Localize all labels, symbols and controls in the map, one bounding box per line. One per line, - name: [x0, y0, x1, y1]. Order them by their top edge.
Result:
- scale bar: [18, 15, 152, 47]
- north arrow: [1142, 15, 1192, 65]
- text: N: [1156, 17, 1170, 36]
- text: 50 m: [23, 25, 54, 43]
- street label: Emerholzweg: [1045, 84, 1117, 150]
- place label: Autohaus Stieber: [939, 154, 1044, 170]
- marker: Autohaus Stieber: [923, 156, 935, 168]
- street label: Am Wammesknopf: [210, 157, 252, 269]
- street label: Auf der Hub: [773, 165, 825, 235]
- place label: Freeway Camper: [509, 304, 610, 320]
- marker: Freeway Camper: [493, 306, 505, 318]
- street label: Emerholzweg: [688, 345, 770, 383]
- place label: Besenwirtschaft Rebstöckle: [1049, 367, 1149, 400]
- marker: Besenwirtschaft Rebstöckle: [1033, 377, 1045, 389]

____________________

## ASSIGNED TASK
Repeat every line of the data verbatim.

## OUTPUT FOR THIS TASK
Localize all labels, symbols and controls in the map, one bounding box per line. One per line, - name: [x0, y0, x1, y1]. Order them by their top edge.
Result:
- scale bar: [18, 15, 152, 47]
- north arrow: [1142, 15, 1192, 65]
- text: N: [1156, 17, 1170, 36]
- text: 50 m: [23, 25, 54, 43]
- street label: Emerholzweg: [1045, 84, 1117, 150]
- place label: Autohaus Stieber: [939, 154, 1044, 170]
- marker: Autohaus Stieber: [923, 156, 935, 168]
- street label: Am Wammesknopf: [210, 157, 252, 269]
- street label: Auf der Hub: [773, 165, 825, 235]
- place label: Freeway Camper: [509, 304, 610, 320]
- marker: Freeway Camper: [493, 306, 505, 318]
- street label: Emerholzweg: [688, 345, 770, 383]
- place label: Besenwirtschaft Rebstöckle: [1049, 367, 1149, 400]
- marker: Besenwirtschaft Rebstöckle: [1033, 377, 1045, 389]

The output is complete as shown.